We'd prefer sharding at the logical database level as this would have been the simpler approach. However, the Quora codebase is very large and makes extensive use of secondary indexes since the code for accessing tables was written assuming there is no horizontal sharding. All the secondary index data is indexed only within a shard. Many queries using secondary indexes may have to query ALL the shards of the table unless we were to convert those secondary indexes into separate tables and shard them differently than the base table. This would require a lot of effort to make sharding at the logical database level feasible. If we shard at the table level, we're able to be selective about which tables we shard.

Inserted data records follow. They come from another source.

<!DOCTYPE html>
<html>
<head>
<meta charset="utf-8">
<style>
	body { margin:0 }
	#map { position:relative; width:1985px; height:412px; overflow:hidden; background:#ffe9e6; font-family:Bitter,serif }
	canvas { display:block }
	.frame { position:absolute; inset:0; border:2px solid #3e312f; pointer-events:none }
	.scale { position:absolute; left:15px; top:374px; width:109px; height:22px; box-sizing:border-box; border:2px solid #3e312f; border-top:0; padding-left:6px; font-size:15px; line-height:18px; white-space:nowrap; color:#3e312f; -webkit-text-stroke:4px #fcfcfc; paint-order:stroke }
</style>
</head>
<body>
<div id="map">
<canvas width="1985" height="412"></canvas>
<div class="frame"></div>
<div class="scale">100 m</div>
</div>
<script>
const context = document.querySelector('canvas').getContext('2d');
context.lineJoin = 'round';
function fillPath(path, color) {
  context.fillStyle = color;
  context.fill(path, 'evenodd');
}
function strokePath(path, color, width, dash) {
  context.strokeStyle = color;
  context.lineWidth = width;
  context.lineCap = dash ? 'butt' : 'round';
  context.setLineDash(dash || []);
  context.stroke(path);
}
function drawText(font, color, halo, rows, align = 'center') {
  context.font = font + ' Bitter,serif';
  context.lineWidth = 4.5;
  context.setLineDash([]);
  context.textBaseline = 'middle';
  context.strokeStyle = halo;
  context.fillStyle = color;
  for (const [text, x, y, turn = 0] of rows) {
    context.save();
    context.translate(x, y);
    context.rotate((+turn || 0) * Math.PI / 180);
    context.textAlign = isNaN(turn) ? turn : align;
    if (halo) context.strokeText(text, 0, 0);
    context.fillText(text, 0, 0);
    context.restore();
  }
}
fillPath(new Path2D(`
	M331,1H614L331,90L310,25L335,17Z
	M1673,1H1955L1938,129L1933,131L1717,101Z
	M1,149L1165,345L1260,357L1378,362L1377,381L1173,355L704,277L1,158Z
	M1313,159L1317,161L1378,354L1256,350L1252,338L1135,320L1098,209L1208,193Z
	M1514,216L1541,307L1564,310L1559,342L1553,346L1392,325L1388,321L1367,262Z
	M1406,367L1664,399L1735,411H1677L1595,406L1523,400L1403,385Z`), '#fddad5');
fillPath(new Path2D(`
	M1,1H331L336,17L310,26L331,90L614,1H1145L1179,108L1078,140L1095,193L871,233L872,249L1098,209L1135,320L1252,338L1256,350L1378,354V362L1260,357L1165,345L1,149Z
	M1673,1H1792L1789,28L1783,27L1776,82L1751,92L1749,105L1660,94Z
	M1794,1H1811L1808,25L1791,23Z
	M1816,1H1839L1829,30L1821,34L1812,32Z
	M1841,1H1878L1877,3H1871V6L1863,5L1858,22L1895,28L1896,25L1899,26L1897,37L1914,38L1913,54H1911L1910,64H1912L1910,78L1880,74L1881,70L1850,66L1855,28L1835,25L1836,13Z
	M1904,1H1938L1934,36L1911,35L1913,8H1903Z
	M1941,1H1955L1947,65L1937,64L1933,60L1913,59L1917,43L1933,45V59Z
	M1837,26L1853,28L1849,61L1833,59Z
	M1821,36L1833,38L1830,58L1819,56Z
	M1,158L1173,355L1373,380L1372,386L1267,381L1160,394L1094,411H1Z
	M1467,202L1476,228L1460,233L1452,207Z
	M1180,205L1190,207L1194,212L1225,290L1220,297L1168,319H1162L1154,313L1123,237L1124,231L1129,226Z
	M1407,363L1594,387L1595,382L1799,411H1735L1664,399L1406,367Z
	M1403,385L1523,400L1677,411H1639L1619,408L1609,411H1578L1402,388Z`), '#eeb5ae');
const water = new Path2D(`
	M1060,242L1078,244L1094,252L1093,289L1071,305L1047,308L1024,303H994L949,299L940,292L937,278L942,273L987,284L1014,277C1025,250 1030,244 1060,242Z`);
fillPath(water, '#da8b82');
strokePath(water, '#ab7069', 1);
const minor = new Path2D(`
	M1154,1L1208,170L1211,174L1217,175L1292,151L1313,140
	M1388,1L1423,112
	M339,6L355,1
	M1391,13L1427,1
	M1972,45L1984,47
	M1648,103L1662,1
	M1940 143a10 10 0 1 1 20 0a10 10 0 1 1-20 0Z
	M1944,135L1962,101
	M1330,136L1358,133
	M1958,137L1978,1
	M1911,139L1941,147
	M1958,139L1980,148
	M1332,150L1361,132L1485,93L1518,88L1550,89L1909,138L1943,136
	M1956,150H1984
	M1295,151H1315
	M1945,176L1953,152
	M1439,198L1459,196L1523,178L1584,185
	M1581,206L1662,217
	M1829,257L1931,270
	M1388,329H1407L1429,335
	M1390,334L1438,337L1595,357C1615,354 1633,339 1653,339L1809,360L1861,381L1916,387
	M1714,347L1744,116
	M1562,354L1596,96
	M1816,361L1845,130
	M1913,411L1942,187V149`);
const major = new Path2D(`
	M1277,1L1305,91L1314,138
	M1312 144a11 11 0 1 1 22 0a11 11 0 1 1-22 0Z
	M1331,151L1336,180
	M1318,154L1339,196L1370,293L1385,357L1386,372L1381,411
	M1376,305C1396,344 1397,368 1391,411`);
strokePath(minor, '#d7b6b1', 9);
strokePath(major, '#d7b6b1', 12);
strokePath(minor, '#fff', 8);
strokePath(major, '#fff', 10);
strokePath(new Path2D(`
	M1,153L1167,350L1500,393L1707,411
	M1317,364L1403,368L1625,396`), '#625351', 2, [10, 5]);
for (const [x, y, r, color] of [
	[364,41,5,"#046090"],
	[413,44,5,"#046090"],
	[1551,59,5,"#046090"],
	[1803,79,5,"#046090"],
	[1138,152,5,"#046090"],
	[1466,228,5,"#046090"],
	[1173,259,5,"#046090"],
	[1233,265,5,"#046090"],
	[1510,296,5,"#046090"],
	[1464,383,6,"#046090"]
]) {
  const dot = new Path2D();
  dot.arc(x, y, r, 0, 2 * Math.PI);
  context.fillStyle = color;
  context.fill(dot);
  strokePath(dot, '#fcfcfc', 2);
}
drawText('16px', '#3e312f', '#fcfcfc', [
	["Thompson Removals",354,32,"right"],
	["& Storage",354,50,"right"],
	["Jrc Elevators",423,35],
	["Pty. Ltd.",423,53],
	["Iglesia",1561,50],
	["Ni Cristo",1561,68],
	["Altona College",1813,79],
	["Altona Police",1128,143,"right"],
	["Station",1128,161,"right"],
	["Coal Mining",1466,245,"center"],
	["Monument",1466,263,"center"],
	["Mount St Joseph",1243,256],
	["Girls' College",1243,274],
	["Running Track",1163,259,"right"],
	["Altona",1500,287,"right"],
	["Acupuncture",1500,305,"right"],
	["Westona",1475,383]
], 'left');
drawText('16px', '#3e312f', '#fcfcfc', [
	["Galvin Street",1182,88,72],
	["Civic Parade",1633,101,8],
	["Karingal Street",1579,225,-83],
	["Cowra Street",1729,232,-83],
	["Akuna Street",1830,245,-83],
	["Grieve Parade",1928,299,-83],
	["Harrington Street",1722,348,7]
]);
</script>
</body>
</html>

Overall, we believe that sharding at the table level would be significantly less effort.

Range-based sharding or hash-based sharding

When a logical table is split into multiple physical tables, an important question is how do we split the data in the original table among the new shards. Two popular choices are range-based sharding and hash-based sharding. At Quora, we make frequent use of range queries and so we started there since hash-based sharding would not perform well with range queries on a sharding key. Note that even in HBase the regions of a table are range-based shards.

The next question is where do we track which shards have what range of sharding keys. We decided to encode the range information into the shard name itself. If a shard of a table T holds values >= x and < y, we name the shard as T_shard_x_y. The last shard may be named T_shard_x_MAX if there is no upper bound. Likewise the first shard may be named T_shard_MIN_y if there is no lower bound. (NOTE: If a sharding column is binary, varbinary, char, or a varchar data type then x or y could have characters that are not desirable inside a table name. To avoid this we convert x or y to hex strings, and use that in the shard name.)

Managing metadata of shards

Another important decision is where to keep the metadata associated with each shard. As noted earlier, we use Zookeeper to keep the metadata for vertical sharding (i.e., which table lives in which partition) so we store the horizontal shard metadata there as well:

A new ZK node “sharded_tables” has a list of all sharded tables as its children.
The ZK node for each sharded table has a list of all its shards as children.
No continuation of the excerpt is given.